Thank you, Mr. Chair.

Welcome Ms. Wilkins and Mr. Poloz. We would like to thank and congratulate you. I don't want to speak for my colleagues, but I think there's a broad consensus on inflation targeting. Congratulations on the new agreement with the Government Canada.

This afternoon, I'd like to discuss what you said at the end of your presentation. If I understood correctly, you indicated that, at this point in time, new monetary policy measures would have little or marginal impact in Canada or around the world. You talked about the need for fiscal policy to take over, in terms of moving the economy forward.

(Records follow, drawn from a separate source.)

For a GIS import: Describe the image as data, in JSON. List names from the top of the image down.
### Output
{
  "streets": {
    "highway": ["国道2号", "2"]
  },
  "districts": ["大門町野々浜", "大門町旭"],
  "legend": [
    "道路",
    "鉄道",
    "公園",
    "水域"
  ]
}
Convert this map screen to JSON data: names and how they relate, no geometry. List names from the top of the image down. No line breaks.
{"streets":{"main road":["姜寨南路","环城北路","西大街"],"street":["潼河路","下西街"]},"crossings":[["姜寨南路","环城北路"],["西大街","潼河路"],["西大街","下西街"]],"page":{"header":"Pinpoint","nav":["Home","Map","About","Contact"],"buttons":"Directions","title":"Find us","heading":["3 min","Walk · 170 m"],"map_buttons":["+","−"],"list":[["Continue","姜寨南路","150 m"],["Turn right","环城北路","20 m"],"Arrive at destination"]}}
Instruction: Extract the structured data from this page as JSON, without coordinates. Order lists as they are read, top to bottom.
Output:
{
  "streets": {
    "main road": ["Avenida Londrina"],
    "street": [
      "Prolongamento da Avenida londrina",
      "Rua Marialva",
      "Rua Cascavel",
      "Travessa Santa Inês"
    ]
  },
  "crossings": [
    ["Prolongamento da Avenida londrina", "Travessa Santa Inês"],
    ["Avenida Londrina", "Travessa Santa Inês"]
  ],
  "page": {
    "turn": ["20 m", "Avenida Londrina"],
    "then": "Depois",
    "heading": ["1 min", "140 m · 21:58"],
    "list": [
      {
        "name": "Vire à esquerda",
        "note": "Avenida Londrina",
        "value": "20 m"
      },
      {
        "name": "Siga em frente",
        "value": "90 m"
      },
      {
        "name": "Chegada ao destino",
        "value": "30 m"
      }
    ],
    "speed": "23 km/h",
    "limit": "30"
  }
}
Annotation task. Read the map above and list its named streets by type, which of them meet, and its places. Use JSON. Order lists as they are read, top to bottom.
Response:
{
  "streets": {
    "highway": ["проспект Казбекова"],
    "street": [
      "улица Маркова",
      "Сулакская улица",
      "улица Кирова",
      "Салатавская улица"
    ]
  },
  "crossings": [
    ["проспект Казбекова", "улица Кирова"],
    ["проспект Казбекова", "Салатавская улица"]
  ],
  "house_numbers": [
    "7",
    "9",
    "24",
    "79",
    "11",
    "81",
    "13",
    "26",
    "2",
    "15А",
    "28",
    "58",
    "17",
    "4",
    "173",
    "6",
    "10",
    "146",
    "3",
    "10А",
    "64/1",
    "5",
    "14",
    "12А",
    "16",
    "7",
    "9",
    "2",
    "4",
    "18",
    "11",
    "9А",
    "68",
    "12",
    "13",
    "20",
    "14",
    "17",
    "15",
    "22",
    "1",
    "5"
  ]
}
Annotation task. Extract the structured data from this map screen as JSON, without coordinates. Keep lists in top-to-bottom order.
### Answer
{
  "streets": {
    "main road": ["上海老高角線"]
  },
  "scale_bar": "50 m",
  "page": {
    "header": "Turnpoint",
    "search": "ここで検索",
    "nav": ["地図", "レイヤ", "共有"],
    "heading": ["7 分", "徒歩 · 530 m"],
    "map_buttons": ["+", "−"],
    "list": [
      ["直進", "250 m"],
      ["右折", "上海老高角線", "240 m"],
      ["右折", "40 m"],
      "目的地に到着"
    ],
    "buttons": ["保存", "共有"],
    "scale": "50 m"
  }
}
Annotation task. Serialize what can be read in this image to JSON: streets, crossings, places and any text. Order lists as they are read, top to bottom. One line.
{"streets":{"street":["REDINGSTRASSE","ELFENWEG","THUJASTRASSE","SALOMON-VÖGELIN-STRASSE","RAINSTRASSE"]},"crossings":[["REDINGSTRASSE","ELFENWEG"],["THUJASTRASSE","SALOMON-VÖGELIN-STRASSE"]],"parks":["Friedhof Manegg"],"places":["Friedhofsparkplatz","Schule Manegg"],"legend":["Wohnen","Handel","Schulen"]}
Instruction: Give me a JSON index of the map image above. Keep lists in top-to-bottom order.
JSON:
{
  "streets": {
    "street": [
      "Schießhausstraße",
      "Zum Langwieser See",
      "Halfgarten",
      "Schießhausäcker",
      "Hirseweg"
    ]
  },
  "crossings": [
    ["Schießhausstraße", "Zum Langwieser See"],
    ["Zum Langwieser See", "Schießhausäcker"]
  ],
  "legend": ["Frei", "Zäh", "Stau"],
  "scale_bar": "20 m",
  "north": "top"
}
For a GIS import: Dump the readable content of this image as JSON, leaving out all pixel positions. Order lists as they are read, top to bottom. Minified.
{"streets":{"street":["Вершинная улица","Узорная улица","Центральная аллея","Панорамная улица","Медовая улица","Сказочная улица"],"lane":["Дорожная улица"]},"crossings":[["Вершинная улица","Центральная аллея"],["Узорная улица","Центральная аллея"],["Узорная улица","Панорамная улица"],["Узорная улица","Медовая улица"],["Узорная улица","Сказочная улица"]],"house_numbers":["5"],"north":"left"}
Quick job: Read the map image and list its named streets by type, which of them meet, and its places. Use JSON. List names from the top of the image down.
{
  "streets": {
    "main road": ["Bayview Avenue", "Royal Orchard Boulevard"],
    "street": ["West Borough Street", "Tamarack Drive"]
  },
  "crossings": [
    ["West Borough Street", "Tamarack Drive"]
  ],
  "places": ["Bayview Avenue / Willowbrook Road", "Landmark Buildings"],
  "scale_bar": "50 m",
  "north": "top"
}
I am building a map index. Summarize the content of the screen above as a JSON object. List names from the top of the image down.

I don't want to put words in your mouth. I'll let you explain.

In light of your observations, how can Canada, but other countries as well, more effectively structure their monetary and fiscal policies to speed up growth in western countries?

3:40 p.m.

Governor, Bank of Canada

Stephen S. Poloz

Thank you for your question.

You are right that a global consensus is emerging, but the post-crisis focus on monetary policy was probably excessive. Immediately afterward, monetary and fiscal policies were implemented simultaneously around the world. After about two years, we saw a fairly strong recovery, and it was assumed that the bulk of the work had been done. Today, it is clear that it was too early to claim victory and that the world is still experiencing significant distress. Consequently, fiscal policy became more balanced, and monetary policy had to become more accommodative during the second phase.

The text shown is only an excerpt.